A inovação do agro e seu protagonismo no combate às mudanças climáticas

Parte da solução do combate às mudanças climáticas e o aumento da demanda por alimentos, visto muitas vezes como parte do problema, é o AGRO

Por Ariadne Caballero e Juliana De Podestá* – Quando falamos dos desafios atuais nos deparamos com dois principais que são complementares, mas muitas vezes vistos como antagônicos: o combate às mudanças climáticas e o aumento da demanda por alimentos. Nesse contexto, damos de encontro com um setor que é parte da solução, mas que muitas vezes é visto como parte do problema: o Agro.

Diferente do que muitos pensam, o agronegócio evoluiu muito nas últimas décadas e essa evolução acelerou com a colaboração das AgFoodTechs. Através da inovação, 6 grandes tendências estão ajudando a reposicionar o setor e destravando seu potencial para virar o jogo: Tecnologia no campo, alternativas biológicas, acesso à crédito, cadeias mais eficientes, combate ao desperdício de alimento e mercado de carbono.

Além dos tão falados drones, o agronegócio e a cadeia de alimentos já estão repletos de inovações tecnológicas que tem melhorado a vida dos produtores, permitindo um aumento de produtividade e elevando a gestão a um novo patamar.

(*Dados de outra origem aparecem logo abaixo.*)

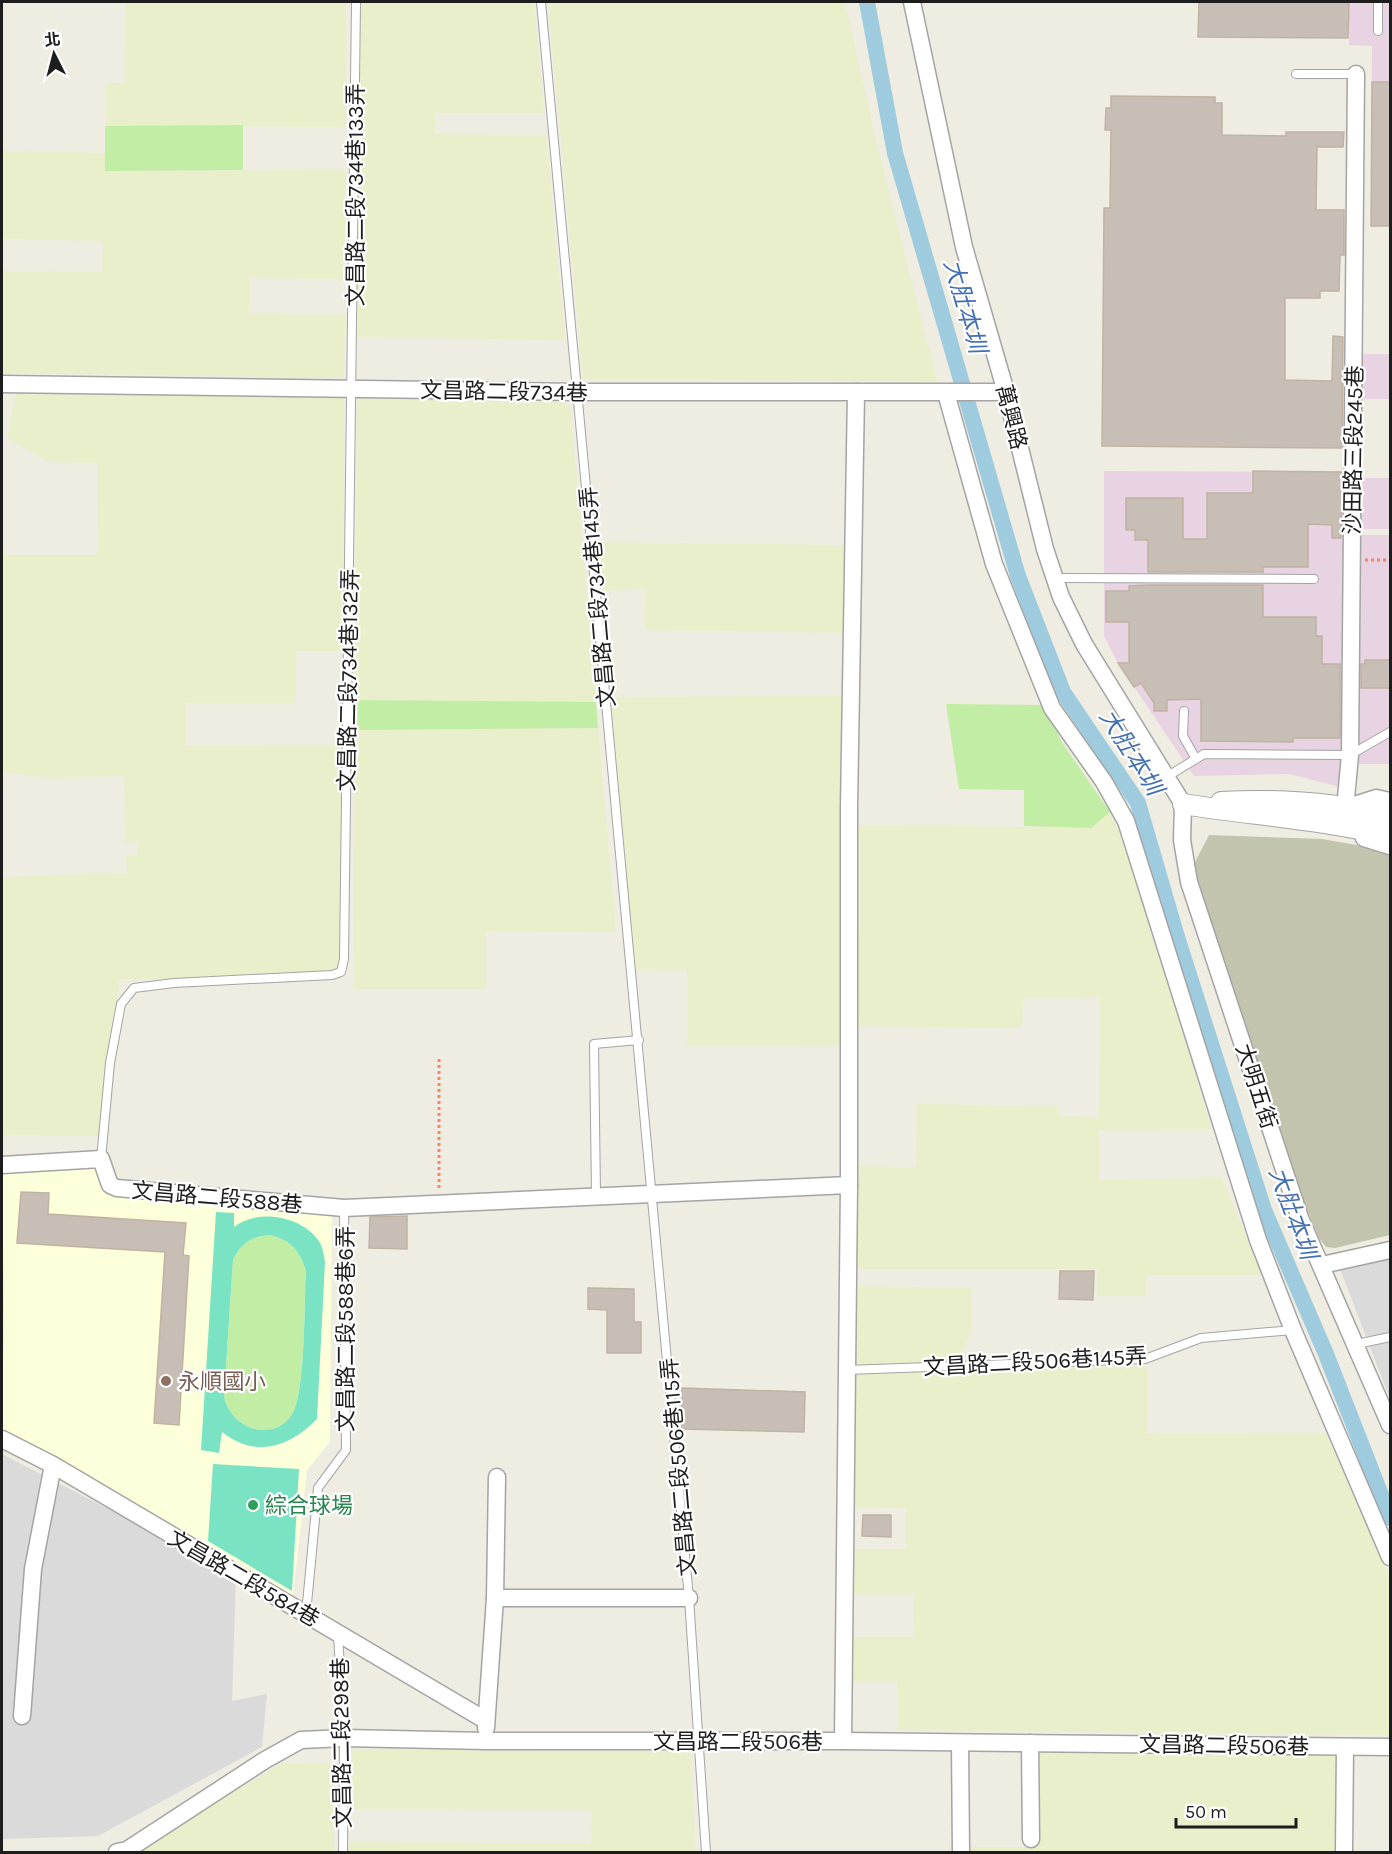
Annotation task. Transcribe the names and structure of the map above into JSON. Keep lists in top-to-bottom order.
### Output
{
  "streets": {
    "street": [
      "文昌路二段734巷",
      "萬興路",
      "沙田路三段245巷",
      "大明五街",
      "文昌路二段588巷",
      "文昌路二段584巷",
      "文昌路二段506巷"
    ],
    "lane": [
      "文昌路二段734巷133弄",
      "文昌路二段734巷145弄",
      "文昌路二段734巷132弄",
      "文昌路二段588巷6弄",
      "文昌路二段506巷145弄",
      "文昌路二段506巷115弄",
      "文昌路二段298巷"
    ]
  },
  "crossings": [
    ["文昌路二段734巷133弄", "文昌路二段734巷"],
    ["文昌路二段734巷133弄", "文昌路二段734巷132弄"],
    ["文昌路二段734巷", "萬興路"],
    ["文昌路二段734巷", "文昌路二段734巷145弄"],
    ["文昌路二段734巷", "文昌路二段734巷132弄"],
    ["萬興路", "大明五街"],
    ["文昌路二段734巷145弄", "文昌路二段588巷"],
    ["文昌路二段734巷145弄", "文昌路二段506巷115弄"],
    ["文昌路二段734巷132弄", "文昌路二段588巷"],
    ["文昌路二段588巷", "文昌路二段588巷6弄"],
    ["文昌路二段588巷", "文昌路二段506巷115弄"],
    ["文昌路二段588巷6弄", "文昌路二段584巷"],
    ["文昌路二段506巷115弄", "文昌路二段506巷"],
    ["文昌路二段584巷", "文昌路二段298巷"],
    ["文昌路二段506巷", "文昌路二段298巷"]
  ],
  "water": ["大肚本圳"],
  "places": ["永順國小", "綜合球場"],
  "scale_bar": "50 m",
  "north": "top"
}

rally da safra - soja brasileira - fotao
Foto: Rally da Safra

Os sistemas de gestão em si são um exemplo claro da forma como a tecnologia já está presente no setor. Através de modelos SaaS (software as a service), esses sistemas têm ganhado cada vez mais relevância e expandindo a sua presença na operação dos pequenos e médios produtores, o que permite que sejam mais eficientes, reduzam desperdícios e aumentem sua produtividade. As startups que oferecem tecnologias de gestão já representam mais de 24% das Agtechs no Brasil que atuam “dentro da porteira”, apresentando as maiores taxas de adoção pelos produtores.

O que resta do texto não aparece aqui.